Briefly, as an introduction to PAS/PA, if a divorce has occurred in a family and can be accurately identified as “high conflict,” and if one or more of the children who once had a close, loving, and “normal”* relationship with one of their parents, find they now reject and carry intense feelings of hatred and animosity toward that parent, these children have been emotionally and psychologically manipulated and abused by the other parent in an attempt to sever the familial bond between them and the other parent.

This severing of what was one time a close and loving bond with the other parent is child abuse, a crime, perpetrated by the other emotionally unstable parent who often has a clinical personality disorder. For children who have been victimized by PAS/PA, my hope is that I may be a small conduit of information that will help direct you in the right direction where, by doing your own research, you may arrive at a place of understanding, eventual healing, and a reconciliation with that parent you once loved.

Children must realize that being alienated or separated from a parent and carrying intense feelings of hatred and malice toward him or her is abnormal; it is not rational nor healthy but destructive, with life-long, negative, and unhealthy consequences.


PAS/PA is a form of family violence.  Parental alienating behaviors are a form of family violence that have serious consequences for children and families.


Jennifer Harman, et. al.  Parental Alienating Behaviors:  An Unacknowledged Form of Family Violence, Psychological Bulletin, 2018, Vol. 144, No. 12, 1275-1229.

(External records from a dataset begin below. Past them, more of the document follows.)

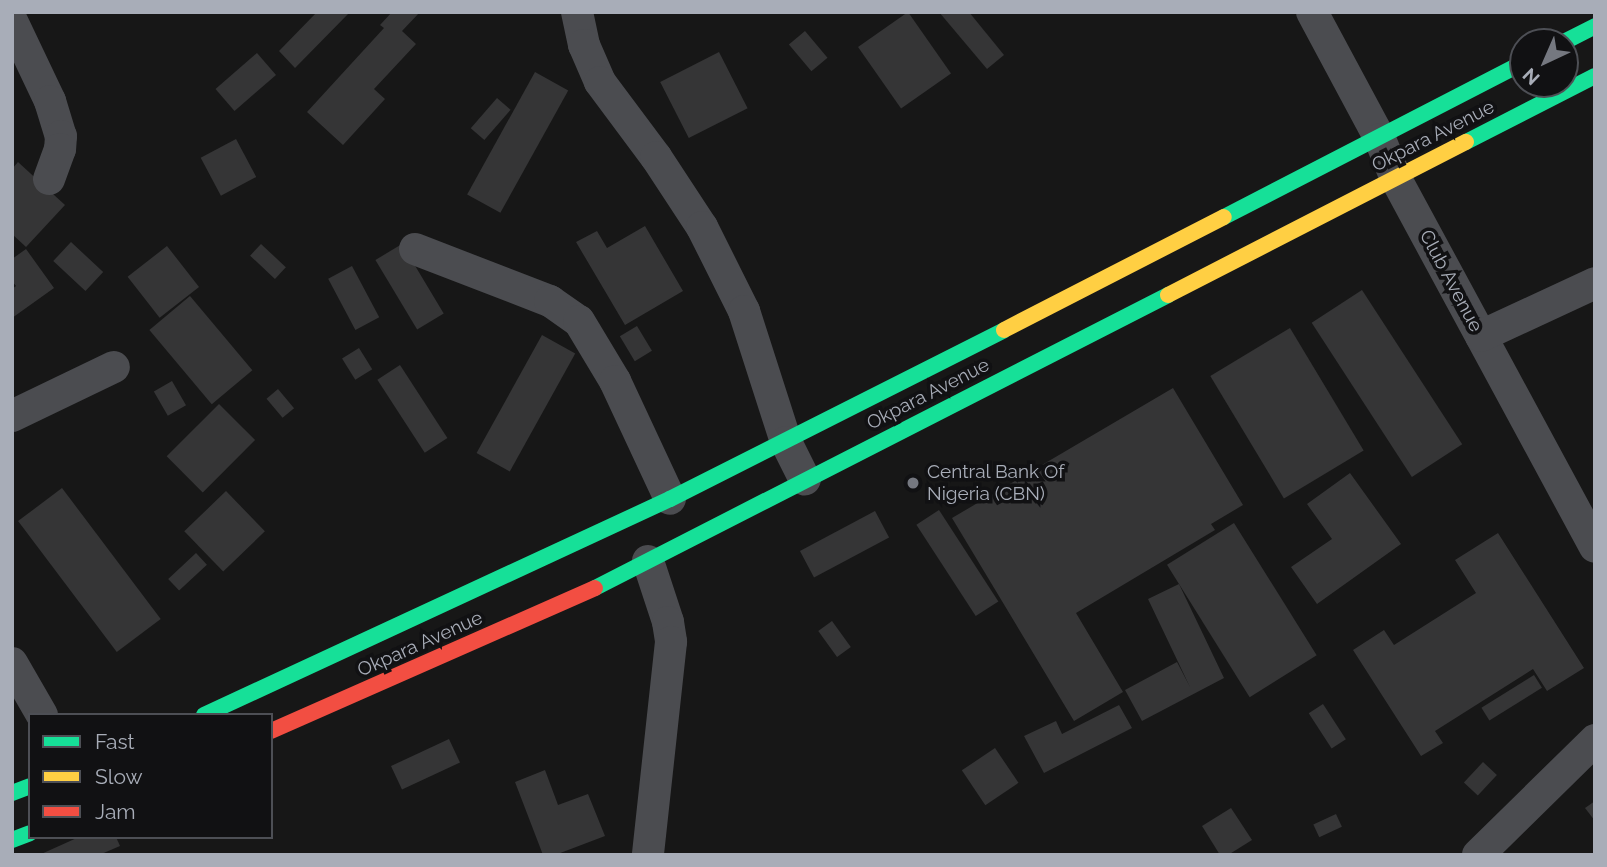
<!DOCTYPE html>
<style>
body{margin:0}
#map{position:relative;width:1607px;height:867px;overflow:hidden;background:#171717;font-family:Raleway,sans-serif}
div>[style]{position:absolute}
.building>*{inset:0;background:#353536;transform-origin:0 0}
.street>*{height:32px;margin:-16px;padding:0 16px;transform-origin:16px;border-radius:16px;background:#4b4c50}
.fast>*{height:16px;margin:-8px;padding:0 8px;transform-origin:8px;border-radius:8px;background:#16e098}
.slow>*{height:16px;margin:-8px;padding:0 8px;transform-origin:8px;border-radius:8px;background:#ffcf43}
.jam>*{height:16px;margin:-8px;padding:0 8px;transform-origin:8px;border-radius:8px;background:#f24e42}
.dots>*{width:19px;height:19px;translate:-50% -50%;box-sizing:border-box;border:4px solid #111113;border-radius:50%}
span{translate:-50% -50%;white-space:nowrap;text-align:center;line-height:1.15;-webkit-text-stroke:7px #111113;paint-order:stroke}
.street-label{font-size:19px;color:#a8adb8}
.poi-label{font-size:19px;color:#a8adb8}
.left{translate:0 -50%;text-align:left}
.frame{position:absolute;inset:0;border:14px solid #a8adb8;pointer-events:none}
.legend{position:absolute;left:28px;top:713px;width:245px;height:126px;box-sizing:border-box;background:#111113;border:2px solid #4d4f55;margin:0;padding:9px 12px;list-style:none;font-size:21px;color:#a8adb8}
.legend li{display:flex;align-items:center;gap:14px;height:35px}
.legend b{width:35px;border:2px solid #4d4f55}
.north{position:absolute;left:1509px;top:28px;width:70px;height:70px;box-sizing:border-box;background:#111113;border:2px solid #4d4f55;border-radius:50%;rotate:224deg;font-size:19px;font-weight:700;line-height:28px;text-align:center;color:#a8adb8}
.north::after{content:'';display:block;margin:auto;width:24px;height:32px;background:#757880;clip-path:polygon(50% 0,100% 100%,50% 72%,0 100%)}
</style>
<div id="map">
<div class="building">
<div style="clip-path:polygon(317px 12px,350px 12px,295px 68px,279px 51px)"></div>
<div style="clip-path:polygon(392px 12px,420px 12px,402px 31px,416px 44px,374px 89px,385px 99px,343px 145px,307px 112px,384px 28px,380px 25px)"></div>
<div style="left:908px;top:12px;width:75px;height:61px;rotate:55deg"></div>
<div style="clip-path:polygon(939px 12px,969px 12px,1004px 55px,987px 69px)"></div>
<div style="left:805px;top:31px;width:35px;height:21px;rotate:50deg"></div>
<div style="left:719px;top:52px;width:63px;height:66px;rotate:63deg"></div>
<div style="left:257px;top:53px;width:29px;height:55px;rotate:49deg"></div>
<div style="left:535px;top:72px;width:38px;height:140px;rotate:29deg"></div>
<div style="left:497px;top:98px;width:18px;height:40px;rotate:41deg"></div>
<div style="left:236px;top:139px;width:43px;height:40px;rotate:62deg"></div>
<div style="clip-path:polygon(18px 162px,65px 205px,26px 247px,12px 234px,12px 169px)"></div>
<div style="clip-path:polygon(645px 226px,683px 291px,625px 325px,576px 242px,597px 231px,607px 248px)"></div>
<div style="left:71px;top:242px;width:44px;height:26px;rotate:43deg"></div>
<div style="left:261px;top:244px;width:34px;height:16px;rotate:43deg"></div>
<div style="left:402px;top:244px;width:81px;height:31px;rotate:59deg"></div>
<div style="left:167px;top:246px;width:52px;height:50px;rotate:52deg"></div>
<div style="clip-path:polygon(26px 249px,54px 288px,12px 318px,12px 289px,16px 286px,12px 281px,12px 259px)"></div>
<div style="left:352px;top:266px;width:58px;height:27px;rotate:62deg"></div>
<div style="left:1362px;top:290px;width:184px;height:60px;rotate:57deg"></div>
<div style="left:190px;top:296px;width:97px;height:53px;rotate:50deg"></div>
<div style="left:637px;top:326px;width:29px;height:20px;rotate:59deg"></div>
<div style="left:1290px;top:328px;width:143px;height:93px;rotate:59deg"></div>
<div style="left:542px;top:335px;width:38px;height:135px;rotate:29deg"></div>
<div style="left:359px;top:348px;width:25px;height:20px;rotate:58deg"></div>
<div style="left:400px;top:365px;width:87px;height:27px;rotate:57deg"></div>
<div style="left:172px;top:381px;width:28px;height:21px;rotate:60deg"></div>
<div style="clip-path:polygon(1173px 388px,1243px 505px,1211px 524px,1215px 530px,1076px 613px,1123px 692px,1074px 721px,952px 518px)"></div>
<div style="left:278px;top:389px;width:25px;height:15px;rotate:50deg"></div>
<div style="left:219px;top:404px;width:51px;height:74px;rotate:45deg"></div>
<div style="clip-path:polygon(1350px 473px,1401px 544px,1317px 604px,1291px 567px,1332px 539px,1307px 504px)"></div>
<div style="left:62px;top:488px;width:164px;height:55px;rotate:53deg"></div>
<div style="left:226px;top:491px;width:56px;height:58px;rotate:46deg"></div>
<div style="left:939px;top:510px;width:109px;height:27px;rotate:57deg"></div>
<div style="left:875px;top:511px;width:30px;height:85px;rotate:62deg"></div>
<div style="left:1234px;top:523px;width:156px;height:79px;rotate:58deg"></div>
<div style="clip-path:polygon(1498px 533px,1584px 668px,1547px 691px,1533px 669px,1435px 731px,1443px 743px,1421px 756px,1353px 650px,1384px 630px,1394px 645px,1476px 593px,1455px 560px)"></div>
<div style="left:196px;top:553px;width:16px;height:38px;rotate:47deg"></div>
<div style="clip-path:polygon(1179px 584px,1224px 678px,1142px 721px,1125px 690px,1177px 662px,1190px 687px,1148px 599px)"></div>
<div style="left:832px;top:621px;width:32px;height:17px;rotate:54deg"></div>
<div style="left:1534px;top:675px;width:15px;height:62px;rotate:58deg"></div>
<div style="left:1323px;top:704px;width:42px;height:17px;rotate:57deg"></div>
<div style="clip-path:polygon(1119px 705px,1132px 728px,1044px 773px,1024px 736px,1056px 721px,1062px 734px)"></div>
<div style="left:449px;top:739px;width:26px;height:64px;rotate:65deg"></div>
<div style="left:995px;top:748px;width:42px;height:40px;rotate:56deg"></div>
<div style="left:1483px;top:762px;width:19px;height:28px;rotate:43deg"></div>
<div style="clip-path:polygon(545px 770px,558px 805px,588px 794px,605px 836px,555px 855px,543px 855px,515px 782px)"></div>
<div style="clip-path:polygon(1595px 801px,1595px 821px,1585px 808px)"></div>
<div style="clip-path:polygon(1231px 808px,1252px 840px,1228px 855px,1220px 855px,1202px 826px)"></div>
<div style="left:1336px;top:814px;width:14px;height:25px;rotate:65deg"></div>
<div style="clip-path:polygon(79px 837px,116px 837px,120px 846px,99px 855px,39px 855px)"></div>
</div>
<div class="street">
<div style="left:577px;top:12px;width:34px;rotate:78deg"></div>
<div style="left:584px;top:45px;width:40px;rotate:66.6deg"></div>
<div style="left:600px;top:82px;width:94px;rotate:53.3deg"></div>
<div style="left:656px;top:157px;width:84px;rotate:56.7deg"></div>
<div style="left:702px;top:227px;width:94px;rotate:63.4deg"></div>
<div style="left:744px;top:311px;width:138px;rotate:72.2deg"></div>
<div style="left:786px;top:442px;width:42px;rotate:63.4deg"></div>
<div style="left:1312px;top:12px;width:144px;rotate:61.8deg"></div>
<div style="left:1380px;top:139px;width:43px;rotate:68.2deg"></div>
<div style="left:1396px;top:179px;width:418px;rotate:61.6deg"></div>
<div style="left:12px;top:21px;width:89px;rotate:64.6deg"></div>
<div style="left:50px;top:101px;width:37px;rotate:73deg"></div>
<div style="left:61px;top:136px;width:13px;rotate:94deg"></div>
<div style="left:60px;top:149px;width:32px;rotate:110deg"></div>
<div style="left:415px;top:249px;width:145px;rotate:21.1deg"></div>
<div style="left:550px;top:301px;width:35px;rotate:35deg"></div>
<div style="left:579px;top:321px;width:70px;rotate:59deg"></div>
<div style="left:615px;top:381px;width:130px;rotate:65deg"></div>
<div style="left:1481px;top:336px;width:126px;rotate:-24.9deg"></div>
<div style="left:12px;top:416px;width:113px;rotate:-25.7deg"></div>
<div style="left:648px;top:561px;width:64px;rotate:71.8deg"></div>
<div style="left:668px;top:622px;width:20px;rotate:81deg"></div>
<div style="left:671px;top:642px;width:214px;rotate:96.2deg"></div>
<div style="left:12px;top:663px;width:60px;rotate:60deg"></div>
<div style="left:1478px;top:855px;width:164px;rotate:-44.5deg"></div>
</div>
<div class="fast">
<div style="left:1564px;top:42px;width:35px;rotate:-27deg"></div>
<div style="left:1466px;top:142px;width:145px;rotate:-27.1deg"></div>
<div style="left:1224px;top:217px;width:336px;rotate:-27.3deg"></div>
<div style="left:595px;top:588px;width:644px;rotate:-27.08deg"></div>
<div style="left:204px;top:715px;width:514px;rotate:-24.87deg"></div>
<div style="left:670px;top:499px;width:374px;rotate:-26.8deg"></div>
<div style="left:12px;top:793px;width:19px;rotate:-21deg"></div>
<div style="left:12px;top:840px;width:19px;rotate:-21deg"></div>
</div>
<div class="slow">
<div style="left:1168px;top:295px;width:335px;rotate:-27.2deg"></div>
<div style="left:1004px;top:330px;width:247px;rotate:-27.2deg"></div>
</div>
<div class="jam">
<div style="left:271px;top:731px;width:354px;rotate:-23.8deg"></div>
</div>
<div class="dots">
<div style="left:913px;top:483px;background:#757880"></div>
</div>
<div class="street-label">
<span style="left:1433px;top:136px;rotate:-27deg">Okpara Avenue</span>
<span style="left:1451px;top:281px;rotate:62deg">Club Avenue</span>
<span style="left:928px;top:394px;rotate:-27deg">Okpara Avenue</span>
<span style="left:420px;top:644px;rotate:-24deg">Okpara Avenue</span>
</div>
<div class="poi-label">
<span class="left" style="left:927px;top:483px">Central Bank Of<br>Nigeria (CBN)</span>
</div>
<div class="frame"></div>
<ul class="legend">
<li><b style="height:9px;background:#16e098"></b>Fast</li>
<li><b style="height:9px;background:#ffcf43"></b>Slow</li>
<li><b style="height:9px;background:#f24e42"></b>Jam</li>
</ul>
<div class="north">N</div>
</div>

Children affected by PAS/PA have been victimized, brainwashed, and abused by the very parent they thought loved them without reservations or conditions. When they discover this “love” comes with conditions and is used to manipulate and use them as chess pieces in the war of divorce, this understanding can have devastating consequences.

PAS/PA is not without its detractors; in other words, not all health professionals dealing with psychological and child specific disorders (family law professionals, attorneys and judges, for example) accept it as being a true “syndrome”—yet. Though PAS/PA is debated and may not be, at this point, considered “settled science” in some camps, both my personal experiences and research on PAS/PA proves, to my satisfaction, it is a genuine problem in high-conflict divorces and I accept the findings dealing with this catastrophic form of child abuse. My readers are urged to do their own research and come to their own conclusions.

* By “normal” I mean a typical family that is not perfect, but where the children are raised in a loving and caring environment where physical, emotional, and sexual abuse is absent. In those divorce cases where true abuse has occurred toward a child (physical, mental, emotional or sexual, for example), a child has every right to feel alienated or estranged from that abusive parent with the legitimate desire to separate from them.

If true abuse toward a child has occurred in the home, then a finding of PAS cannot be advanced or suggested as a possible reason for the physical or emotional alienation of the child toward the offending parent.